Among the records below, find each line bearing the word "controls" and copy it.

Stored data:
+===+

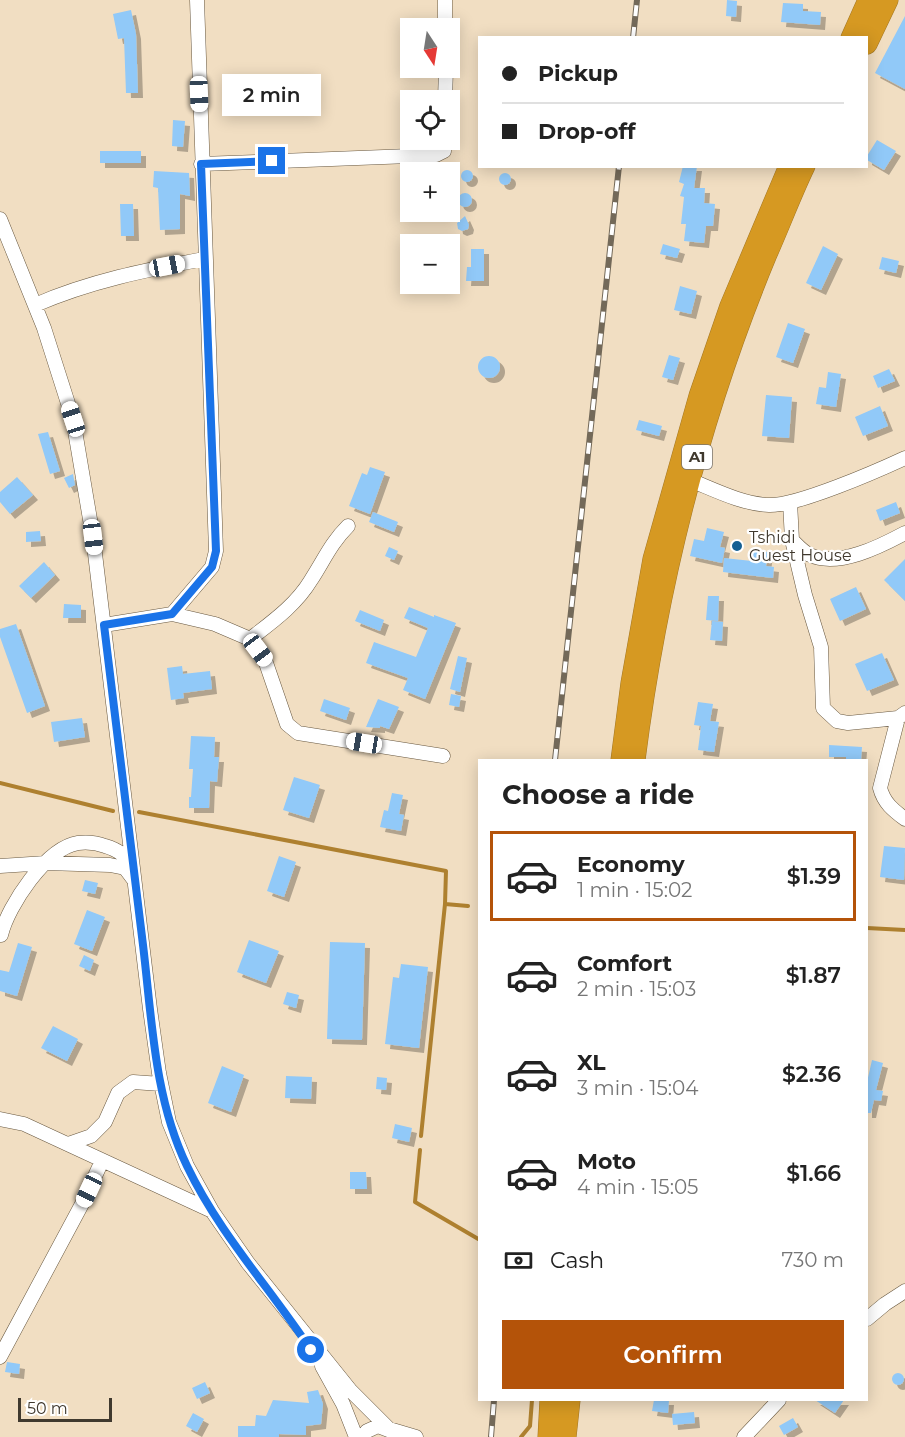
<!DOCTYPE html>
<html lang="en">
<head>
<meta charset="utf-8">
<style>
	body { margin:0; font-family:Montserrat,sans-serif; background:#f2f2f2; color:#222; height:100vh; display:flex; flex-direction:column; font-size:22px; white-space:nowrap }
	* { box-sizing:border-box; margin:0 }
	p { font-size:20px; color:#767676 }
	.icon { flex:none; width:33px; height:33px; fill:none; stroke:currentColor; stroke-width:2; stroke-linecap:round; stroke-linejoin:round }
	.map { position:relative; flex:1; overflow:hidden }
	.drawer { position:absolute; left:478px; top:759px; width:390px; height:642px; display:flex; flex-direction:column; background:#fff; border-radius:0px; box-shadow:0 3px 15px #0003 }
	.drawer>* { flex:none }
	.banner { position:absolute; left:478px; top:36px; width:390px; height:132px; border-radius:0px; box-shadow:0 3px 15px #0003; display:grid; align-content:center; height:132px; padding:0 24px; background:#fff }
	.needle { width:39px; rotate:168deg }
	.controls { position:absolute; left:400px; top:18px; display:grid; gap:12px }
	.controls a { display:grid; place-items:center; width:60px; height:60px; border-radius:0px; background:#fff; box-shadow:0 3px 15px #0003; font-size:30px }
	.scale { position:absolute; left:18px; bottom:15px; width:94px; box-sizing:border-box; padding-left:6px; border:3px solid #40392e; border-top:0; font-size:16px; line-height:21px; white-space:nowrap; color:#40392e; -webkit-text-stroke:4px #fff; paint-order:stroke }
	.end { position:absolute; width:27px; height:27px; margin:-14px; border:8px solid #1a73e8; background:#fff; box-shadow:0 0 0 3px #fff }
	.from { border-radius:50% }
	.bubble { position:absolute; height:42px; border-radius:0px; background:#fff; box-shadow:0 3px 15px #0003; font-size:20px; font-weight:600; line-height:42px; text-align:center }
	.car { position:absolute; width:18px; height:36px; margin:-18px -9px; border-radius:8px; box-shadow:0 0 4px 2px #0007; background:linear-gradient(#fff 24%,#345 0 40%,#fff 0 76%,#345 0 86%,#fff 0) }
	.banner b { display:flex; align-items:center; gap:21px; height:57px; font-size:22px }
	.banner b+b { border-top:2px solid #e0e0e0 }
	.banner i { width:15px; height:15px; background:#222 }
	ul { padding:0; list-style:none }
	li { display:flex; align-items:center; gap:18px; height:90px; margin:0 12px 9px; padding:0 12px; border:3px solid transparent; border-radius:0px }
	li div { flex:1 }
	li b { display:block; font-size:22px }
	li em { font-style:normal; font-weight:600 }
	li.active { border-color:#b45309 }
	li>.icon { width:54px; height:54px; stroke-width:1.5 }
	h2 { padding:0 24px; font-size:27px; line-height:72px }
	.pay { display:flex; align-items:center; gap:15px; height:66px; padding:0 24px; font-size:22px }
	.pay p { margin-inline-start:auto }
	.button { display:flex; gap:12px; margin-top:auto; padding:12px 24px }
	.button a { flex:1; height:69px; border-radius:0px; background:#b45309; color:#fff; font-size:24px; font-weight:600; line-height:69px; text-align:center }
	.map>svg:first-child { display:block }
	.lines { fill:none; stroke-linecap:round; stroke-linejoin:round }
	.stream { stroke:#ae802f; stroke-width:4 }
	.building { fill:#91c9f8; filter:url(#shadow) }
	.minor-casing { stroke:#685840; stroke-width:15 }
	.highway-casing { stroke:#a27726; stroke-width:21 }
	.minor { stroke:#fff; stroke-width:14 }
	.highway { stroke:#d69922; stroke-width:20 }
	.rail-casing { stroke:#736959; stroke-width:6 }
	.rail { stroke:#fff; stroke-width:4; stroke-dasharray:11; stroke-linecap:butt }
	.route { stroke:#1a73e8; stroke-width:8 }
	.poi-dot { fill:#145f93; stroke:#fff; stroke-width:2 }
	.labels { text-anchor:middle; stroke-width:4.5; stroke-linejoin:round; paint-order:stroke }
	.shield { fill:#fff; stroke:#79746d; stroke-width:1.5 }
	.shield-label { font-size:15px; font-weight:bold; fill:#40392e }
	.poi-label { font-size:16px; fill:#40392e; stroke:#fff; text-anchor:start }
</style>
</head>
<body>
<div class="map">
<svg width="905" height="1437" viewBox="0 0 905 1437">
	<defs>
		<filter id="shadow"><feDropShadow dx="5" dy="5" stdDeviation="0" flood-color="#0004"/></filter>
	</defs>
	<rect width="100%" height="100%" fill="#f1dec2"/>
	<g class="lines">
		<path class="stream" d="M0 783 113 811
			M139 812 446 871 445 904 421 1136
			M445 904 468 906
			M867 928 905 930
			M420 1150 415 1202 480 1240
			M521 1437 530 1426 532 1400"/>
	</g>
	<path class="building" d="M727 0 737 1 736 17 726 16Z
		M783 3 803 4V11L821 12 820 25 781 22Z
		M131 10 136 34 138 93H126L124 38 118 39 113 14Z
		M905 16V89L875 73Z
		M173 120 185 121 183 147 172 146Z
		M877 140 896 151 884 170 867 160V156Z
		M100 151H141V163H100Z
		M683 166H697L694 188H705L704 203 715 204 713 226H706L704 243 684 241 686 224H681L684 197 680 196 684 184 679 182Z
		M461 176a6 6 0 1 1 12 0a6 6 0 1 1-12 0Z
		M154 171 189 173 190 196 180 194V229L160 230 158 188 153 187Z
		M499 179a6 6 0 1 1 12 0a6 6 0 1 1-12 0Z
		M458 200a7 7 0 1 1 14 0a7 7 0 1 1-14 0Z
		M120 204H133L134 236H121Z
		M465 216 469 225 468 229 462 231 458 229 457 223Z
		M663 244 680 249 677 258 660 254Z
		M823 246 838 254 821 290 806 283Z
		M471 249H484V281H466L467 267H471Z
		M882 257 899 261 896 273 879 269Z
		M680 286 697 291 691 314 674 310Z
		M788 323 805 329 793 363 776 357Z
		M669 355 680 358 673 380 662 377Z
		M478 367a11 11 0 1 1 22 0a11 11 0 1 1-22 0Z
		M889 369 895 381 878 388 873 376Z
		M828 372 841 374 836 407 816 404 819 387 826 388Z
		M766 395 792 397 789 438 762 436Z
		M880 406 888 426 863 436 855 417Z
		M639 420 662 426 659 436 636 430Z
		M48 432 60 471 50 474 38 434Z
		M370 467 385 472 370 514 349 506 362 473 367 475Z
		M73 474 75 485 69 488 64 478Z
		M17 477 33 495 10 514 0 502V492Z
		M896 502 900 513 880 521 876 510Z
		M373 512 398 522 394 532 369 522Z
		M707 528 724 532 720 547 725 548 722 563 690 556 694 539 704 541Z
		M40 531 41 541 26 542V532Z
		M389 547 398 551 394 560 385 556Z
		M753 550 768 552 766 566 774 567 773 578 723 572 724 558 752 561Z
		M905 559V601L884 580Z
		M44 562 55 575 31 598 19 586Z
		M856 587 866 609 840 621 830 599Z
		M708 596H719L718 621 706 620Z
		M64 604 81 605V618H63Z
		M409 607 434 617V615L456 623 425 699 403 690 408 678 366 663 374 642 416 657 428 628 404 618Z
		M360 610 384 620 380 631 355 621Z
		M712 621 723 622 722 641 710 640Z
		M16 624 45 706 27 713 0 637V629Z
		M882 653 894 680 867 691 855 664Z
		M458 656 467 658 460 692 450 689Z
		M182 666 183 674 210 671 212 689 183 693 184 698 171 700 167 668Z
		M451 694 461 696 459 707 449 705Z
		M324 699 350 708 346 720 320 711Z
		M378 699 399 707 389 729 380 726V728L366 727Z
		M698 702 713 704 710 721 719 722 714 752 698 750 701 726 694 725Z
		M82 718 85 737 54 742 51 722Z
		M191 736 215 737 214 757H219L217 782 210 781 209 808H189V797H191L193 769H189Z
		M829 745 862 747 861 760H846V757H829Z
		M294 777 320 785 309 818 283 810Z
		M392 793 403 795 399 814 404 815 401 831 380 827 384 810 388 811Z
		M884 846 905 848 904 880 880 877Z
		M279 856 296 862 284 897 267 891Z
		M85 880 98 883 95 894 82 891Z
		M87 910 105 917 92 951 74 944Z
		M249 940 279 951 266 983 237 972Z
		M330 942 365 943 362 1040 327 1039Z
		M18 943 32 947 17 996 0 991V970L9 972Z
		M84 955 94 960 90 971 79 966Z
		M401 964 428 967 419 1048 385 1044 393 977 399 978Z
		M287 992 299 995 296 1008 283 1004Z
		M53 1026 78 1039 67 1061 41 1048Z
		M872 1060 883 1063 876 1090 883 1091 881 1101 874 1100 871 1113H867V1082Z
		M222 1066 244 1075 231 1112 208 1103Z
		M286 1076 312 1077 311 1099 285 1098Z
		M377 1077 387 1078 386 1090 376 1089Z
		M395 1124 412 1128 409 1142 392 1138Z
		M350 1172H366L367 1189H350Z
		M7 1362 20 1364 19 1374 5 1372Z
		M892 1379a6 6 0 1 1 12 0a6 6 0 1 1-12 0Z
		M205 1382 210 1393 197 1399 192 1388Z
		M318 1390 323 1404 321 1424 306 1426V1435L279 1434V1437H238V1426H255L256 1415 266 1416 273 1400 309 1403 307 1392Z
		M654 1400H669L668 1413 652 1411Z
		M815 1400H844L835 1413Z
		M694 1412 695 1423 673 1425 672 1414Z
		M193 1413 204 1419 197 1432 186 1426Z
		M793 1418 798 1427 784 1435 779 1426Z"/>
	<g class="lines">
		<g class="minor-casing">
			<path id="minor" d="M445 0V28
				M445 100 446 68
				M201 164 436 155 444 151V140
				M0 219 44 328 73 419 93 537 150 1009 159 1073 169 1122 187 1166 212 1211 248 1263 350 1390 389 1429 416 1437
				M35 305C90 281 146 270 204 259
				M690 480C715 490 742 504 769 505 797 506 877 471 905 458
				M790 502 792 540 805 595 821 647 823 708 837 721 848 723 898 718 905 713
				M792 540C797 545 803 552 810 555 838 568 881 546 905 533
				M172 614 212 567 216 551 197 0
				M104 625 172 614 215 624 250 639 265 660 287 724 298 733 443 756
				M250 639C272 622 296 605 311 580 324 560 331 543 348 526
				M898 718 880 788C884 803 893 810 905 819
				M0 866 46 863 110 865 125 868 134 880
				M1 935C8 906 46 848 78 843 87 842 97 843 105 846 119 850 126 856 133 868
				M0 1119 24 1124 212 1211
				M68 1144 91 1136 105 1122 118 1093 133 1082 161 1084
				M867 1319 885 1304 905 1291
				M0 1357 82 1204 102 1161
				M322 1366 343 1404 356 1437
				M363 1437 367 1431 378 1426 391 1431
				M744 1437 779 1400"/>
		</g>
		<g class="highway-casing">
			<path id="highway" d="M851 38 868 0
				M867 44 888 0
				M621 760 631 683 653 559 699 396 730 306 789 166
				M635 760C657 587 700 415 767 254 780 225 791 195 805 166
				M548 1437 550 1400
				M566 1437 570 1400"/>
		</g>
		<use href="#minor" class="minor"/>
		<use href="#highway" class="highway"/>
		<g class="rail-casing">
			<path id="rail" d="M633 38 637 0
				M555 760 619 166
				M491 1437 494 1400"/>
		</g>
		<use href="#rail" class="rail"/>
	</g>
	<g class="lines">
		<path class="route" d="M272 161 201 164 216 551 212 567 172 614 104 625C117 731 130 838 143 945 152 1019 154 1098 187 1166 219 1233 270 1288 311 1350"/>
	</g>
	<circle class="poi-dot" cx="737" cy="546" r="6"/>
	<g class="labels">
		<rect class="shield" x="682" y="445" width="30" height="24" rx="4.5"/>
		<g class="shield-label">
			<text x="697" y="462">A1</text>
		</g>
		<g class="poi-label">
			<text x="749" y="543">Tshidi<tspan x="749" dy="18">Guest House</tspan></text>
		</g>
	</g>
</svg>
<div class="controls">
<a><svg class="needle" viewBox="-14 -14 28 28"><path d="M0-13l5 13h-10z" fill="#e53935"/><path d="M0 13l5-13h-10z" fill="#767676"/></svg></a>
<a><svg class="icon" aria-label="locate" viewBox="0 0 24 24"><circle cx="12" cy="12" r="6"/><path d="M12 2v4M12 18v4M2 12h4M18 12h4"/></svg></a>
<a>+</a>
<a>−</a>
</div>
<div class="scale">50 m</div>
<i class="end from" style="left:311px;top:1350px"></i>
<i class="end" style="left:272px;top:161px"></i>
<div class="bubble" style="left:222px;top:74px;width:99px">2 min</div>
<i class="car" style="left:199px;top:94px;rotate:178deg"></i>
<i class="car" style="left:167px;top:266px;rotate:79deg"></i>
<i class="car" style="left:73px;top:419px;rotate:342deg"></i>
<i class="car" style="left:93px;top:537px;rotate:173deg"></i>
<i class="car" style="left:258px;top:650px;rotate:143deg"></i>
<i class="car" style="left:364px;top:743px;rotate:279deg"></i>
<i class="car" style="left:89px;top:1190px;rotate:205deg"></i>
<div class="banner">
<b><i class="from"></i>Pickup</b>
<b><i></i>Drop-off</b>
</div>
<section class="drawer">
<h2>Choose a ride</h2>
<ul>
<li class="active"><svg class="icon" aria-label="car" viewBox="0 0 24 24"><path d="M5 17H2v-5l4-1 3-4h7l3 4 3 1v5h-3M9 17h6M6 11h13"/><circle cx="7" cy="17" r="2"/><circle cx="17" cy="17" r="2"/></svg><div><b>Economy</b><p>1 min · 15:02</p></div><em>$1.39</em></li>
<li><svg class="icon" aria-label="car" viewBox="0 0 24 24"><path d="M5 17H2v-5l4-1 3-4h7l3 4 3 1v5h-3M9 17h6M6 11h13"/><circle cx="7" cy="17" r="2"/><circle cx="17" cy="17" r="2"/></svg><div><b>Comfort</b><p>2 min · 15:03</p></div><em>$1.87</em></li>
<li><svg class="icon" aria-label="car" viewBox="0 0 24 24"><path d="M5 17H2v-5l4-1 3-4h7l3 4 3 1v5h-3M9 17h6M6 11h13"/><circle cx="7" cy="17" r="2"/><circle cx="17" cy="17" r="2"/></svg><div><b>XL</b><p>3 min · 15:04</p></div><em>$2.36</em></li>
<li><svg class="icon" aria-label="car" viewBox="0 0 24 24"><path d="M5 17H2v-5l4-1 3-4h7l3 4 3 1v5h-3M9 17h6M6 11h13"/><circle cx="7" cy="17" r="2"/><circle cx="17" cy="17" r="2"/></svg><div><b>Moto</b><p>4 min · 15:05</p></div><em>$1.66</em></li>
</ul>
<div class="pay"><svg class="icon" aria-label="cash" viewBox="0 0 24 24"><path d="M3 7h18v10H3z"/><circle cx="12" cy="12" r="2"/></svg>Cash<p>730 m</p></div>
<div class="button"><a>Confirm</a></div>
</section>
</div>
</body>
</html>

+===+

** The completed task **
	.controls { position:absolute; left:400px; top:18px; display:grid; gap:12px }
	.controls a { display:grid; place-items:center; width:60px; height:60px; border-radius:0px; background:#fff; box-shadow:0 3px 15px #0003; font-size:30px }
<div class="controls">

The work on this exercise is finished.